What else should I know before joining the lab?
Please browse this website and look around.
Can I get paid for working in the lab?
Not during the semester. If you are interested in working in the lab during the summer, you can apply for a summer scholarship from Tufts.
For more details, see the Tufts Summer Scholars Program.
Is it possible to conduct clinical research in a clinical research center?
You can arrange your own clinical research internship for Psy 99 (Pass/Fail) credit as described below.
For those students who are Clinical Psychology Majors and who are particularly interested in getting clinical research experience, it may be possible to set up a clinical research placement as part of the Psy 181/182 internship in your Senior Year.
Click here for more details about the Clinical Psychology Major.
Click here for more details about Psy 181/182.
Can I get course credit for carrying out guided reading in the lab?
Yes. You can register for Psy 97 and 98 (one for each semester). If you are more senior, you can register for Psy 197 and 198 (again, one per semester). This is usually possible in our lab if the chosen subject is directly related to a topic that we are investigating in the lab. We will come up with a complete reading list and, at the end, you will be expected to write a full review with references on this subject.
I am interested in organizing my own research or my own internship off campus. Can I get course credit for this?

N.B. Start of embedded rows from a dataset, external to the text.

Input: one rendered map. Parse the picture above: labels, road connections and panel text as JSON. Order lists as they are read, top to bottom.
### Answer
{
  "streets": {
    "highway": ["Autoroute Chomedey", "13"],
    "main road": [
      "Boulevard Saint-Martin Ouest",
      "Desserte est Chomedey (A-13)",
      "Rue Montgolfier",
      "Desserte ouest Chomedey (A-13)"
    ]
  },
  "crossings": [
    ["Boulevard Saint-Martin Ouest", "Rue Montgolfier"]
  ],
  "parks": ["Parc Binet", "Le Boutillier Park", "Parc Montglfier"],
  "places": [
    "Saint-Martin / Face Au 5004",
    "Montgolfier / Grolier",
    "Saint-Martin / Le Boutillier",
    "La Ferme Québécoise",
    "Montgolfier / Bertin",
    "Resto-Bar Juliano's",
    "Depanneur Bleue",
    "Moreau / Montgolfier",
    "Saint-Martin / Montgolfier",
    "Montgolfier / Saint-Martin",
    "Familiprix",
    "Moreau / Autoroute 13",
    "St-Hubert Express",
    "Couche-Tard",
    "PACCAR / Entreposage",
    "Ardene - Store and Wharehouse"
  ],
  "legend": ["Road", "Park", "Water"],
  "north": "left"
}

If you organize your own placement, then you can register for Psy 99. This requires you to spend at least 12 hours per week in your placement. If you want Dr. Kuperberg to approve you for this, you need to provide her with (a) a written statement explaining exactly what you plan to do and how much time you plan to spend in this placement; (b) a letter from your supervisor at your placement confirming that he/she will supervise you; (c) a paper, at the end of your placement, describing the work you did and your experience.
Psy 99 is for Pass/Fail only and does not count towards the Psychology Major.